### Task prompt
In the entries that follow, which lines hold the string "stream"? List them.

Saved data entries:
◇ ◇ ◇

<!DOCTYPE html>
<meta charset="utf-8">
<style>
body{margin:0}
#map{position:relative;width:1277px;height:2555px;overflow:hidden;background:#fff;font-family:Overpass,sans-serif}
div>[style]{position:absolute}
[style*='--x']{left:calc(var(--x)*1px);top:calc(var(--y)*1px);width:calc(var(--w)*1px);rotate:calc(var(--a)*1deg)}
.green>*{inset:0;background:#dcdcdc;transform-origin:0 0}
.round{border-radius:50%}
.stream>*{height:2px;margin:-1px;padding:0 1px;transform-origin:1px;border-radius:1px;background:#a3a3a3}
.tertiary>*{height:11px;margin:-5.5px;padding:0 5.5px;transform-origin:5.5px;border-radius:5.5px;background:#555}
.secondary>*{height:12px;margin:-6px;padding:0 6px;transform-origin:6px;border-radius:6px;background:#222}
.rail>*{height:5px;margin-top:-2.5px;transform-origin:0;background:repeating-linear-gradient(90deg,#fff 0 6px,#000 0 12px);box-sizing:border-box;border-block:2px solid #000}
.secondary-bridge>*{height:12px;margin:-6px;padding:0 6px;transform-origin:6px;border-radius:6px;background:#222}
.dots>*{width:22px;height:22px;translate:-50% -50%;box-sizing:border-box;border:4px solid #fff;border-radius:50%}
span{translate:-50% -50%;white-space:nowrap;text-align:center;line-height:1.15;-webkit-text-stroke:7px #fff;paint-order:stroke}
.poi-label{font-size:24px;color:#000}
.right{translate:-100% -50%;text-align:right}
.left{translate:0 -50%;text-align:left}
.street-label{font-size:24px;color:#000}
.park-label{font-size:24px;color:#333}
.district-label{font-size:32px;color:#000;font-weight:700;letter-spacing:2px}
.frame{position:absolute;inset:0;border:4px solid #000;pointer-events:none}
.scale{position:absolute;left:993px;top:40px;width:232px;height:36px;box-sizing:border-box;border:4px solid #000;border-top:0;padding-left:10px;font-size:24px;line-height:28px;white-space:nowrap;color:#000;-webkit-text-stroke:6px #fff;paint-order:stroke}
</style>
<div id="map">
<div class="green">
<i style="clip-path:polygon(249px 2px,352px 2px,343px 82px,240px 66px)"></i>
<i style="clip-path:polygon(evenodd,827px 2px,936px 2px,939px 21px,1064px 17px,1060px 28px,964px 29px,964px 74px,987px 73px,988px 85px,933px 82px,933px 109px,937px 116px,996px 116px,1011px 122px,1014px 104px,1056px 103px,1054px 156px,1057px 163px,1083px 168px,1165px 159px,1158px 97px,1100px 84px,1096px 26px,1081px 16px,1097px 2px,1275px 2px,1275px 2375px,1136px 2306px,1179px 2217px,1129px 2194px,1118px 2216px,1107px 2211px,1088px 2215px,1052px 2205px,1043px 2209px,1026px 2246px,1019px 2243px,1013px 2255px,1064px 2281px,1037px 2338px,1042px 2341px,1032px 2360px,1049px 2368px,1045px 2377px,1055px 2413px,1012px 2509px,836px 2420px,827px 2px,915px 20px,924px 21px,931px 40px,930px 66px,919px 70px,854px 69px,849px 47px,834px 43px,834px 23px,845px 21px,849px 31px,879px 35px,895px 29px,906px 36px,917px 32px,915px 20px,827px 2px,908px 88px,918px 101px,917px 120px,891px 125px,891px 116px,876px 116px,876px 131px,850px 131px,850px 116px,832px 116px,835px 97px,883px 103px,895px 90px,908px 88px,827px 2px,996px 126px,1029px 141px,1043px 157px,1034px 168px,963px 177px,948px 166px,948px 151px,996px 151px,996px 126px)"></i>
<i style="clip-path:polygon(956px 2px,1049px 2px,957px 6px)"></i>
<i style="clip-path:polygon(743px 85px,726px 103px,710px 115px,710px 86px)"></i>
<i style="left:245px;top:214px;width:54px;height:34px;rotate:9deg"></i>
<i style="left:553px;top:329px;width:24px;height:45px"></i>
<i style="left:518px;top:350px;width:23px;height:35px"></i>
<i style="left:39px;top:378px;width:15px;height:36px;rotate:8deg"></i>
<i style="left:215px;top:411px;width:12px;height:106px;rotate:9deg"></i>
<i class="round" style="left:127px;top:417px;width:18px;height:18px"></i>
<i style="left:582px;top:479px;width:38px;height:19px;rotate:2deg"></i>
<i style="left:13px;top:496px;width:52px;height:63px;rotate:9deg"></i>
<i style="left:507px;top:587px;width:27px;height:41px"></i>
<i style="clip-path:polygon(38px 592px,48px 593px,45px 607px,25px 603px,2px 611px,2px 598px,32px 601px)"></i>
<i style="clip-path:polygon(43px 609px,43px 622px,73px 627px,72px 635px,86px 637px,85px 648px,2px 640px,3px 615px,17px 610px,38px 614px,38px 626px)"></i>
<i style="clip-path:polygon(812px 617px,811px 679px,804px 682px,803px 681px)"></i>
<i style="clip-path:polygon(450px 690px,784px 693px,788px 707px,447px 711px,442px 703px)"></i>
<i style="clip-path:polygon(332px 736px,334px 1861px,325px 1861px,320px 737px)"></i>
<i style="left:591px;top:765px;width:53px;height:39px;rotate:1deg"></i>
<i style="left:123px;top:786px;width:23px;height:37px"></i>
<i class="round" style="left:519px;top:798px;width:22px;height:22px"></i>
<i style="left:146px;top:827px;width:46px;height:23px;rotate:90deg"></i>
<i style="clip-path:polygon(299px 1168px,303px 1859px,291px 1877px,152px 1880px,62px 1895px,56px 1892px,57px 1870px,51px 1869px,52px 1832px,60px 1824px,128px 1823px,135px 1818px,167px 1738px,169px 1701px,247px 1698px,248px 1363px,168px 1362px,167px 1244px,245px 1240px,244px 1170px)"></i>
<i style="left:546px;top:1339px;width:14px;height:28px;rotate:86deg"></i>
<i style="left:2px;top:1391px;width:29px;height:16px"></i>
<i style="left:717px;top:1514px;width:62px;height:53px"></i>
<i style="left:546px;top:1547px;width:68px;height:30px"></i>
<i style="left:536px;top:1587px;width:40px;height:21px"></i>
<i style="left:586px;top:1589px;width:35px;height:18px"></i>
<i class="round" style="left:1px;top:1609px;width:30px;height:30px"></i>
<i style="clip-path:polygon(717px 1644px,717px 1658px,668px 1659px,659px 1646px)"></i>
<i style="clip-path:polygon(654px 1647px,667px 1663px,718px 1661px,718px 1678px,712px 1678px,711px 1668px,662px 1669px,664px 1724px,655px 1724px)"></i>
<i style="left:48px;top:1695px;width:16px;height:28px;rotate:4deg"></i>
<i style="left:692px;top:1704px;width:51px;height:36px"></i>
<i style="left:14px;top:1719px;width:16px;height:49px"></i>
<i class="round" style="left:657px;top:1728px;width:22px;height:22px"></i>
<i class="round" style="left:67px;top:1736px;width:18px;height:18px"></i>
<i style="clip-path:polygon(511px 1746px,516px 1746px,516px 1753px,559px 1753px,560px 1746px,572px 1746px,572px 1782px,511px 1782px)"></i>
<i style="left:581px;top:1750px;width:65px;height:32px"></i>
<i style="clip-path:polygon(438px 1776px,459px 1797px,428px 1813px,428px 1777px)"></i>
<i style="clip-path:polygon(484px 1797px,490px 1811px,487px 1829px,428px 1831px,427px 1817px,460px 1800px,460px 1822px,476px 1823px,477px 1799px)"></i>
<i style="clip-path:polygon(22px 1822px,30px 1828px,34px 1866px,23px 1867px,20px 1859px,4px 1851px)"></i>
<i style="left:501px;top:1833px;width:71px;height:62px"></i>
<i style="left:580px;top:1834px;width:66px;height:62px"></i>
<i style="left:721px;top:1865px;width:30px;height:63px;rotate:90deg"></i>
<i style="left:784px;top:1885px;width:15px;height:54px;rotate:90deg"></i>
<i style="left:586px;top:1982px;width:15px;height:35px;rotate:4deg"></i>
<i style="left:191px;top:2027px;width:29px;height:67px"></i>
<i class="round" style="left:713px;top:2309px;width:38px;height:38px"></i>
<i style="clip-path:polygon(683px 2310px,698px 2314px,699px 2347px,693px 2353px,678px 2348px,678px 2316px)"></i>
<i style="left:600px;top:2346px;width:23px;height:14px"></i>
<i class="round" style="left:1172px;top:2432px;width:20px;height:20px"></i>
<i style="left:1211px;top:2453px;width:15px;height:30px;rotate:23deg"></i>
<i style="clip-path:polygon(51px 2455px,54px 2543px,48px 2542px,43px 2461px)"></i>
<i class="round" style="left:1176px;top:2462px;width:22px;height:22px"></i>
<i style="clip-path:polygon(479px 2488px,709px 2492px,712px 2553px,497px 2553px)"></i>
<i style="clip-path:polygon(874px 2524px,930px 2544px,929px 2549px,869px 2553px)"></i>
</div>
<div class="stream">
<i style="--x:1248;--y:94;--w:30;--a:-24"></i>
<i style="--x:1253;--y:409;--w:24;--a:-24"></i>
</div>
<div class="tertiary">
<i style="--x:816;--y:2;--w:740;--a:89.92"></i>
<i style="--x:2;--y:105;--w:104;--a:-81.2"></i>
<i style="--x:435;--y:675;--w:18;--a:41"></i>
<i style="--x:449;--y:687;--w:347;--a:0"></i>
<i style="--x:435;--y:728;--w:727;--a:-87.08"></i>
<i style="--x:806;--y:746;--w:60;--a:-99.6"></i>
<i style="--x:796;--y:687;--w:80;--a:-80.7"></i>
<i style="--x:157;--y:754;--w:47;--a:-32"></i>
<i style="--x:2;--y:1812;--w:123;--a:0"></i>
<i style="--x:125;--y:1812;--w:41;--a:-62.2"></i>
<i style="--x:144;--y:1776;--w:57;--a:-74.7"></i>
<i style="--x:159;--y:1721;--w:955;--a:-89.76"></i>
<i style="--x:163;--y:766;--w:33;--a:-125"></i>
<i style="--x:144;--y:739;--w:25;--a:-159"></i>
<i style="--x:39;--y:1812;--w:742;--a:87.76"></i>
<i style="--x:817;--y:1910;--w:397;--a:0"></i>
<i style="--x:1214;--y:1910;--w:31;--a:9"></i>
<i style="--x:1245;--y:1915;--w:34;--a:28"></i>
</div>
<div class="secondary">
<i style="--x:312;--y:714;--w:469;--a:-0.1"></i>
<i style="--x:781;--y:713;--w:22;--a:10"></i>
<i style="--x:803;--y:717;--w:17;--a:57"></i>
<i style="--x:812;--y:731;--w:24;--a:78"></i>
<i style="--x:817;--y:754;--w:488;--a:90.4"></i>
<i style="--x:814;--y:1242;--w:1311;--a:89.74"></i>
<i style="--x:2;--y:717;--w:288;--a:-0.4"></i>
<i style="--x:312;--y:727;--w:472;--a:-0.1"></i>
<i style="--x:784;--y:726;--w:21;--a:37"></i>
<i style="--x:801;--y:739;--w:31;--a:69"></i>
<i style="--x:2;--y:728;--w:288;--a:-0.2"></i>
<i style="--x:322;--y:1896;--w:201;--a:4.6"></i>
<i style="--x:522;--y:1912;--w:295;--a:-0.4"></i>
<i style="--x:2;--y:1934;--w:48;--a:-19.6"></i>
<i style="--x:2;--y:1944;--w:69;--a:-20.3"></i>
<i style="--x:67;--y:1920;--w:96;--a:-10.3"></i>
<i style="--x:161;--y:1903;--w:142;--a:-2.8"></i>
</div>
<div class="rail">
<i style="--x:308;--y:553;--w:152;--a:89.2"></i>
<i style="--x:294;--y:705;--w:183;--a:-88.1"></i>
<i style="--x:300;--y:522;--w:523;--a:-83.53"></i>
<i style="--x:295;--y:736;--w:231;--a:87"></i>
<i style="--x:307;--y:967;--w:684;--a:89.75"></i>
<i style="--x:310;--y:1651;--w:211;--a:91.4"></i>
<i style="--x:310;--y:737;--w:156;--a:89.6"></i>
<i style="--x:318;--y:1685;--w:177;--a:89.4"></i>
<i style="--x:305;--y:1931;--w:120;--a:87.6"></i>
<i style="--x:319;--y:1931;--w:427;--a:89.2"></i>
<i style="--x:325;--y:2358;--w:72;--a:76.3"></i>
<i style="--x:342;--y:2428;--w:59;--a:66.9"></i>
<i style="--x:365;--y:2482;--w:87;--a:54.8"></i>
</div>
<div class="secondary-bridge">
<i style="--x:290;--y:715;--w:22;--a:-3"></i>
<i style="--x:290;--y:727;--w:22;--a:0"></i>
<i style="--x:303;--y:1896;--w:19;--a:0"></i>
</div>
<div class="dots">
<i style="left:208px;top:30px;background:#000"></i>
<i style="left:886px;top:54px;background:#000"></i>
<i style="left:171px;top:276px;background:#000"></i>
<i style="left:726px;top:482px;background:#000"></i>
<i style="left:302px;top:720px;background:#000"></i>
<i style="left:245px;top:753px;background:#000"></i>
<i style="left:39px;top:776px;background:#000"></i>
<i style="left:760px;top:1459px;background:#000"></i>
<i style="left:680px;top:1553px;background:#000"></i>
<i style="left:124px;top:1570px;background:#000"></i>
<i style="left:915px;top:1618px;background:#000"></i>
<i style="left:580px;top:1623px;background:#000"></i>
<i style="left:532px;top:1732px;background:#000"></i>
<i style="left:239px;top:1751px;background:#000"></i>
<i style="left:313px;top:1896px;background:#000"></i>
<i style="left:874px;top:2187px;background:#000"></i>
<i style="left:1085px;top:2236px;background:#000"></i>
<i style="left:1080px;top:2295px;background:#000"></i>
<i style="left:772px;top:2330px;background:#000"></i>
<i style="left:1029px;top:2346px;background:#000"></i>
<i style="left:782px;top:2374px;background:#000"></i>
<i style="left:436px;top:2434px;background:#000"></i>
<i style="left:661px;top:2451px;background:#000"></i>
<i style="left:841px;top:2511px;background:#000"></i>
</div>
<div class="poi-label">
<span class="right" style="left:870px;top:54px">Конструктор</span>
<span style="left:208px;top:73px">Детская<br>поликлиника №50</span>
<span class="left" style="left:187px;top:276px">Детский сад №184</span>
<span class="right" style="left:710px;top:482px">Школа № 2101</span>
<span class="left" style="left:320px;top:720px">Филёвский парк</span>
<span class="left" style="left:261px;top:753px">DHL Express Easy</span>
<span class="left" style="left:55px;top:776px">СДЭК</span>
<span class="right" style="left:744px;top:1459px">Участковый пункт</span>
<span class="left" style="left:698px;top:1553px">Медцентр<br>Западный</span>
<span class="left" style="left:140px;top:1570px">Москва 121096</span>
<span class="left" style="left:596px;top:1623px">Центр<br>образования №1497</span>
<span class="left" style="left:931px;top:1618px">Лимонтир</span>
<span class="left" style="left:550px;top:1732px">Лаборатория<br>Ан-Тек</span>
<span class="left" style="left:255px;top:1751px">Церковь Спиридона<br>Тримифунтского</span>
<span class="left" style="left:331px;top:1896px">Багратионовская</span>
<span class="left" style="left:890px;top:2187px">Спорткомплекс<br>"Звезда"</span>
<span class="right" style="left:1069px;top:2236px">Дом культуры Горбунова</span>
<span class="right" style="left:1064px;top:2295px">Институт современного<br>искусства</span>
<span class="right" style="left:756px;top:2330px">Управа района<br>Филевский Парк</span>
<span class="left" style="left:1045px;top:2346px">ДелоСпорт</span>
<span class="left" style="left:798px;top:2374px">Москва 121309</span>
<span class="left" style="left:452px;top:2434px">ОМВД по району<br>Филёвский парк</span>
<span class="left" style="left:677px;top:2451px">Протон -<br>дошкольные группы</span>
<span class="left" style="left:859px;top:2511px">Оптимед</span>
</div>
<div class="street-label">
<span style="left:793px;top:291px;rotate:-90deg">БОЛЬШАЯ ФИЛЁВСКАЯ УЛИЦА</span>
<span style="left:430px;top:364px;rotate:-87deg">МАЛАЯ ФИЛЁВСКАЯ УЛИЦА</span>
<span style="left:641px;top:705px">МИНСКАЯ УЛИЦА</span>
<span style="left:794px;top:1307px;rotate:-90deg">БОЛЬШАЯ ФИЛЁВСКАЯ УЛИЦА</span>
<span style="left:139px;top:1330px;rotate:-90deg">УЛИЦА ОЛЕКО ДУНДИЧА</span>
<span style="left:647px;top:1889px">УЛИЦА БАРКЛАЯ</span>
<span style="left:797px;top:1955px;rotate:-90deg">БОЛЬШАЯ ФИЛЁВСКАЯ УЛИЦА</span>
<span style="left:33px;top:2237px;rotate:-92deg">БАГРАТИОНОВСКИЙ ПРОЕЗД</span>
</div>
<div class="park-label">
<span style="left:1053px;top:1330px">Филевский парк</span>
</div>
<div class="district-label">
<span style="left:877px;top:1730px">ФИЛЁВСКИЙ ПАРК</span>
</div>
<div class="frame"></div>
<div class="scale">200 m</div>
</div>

◇ ◇ ◇

### Result
.stream>*{height:2px;margin:-1px;padding:0 1px;transform-origin:1px;border-radius:1px;background:#a3a3a3}
<div class="stream">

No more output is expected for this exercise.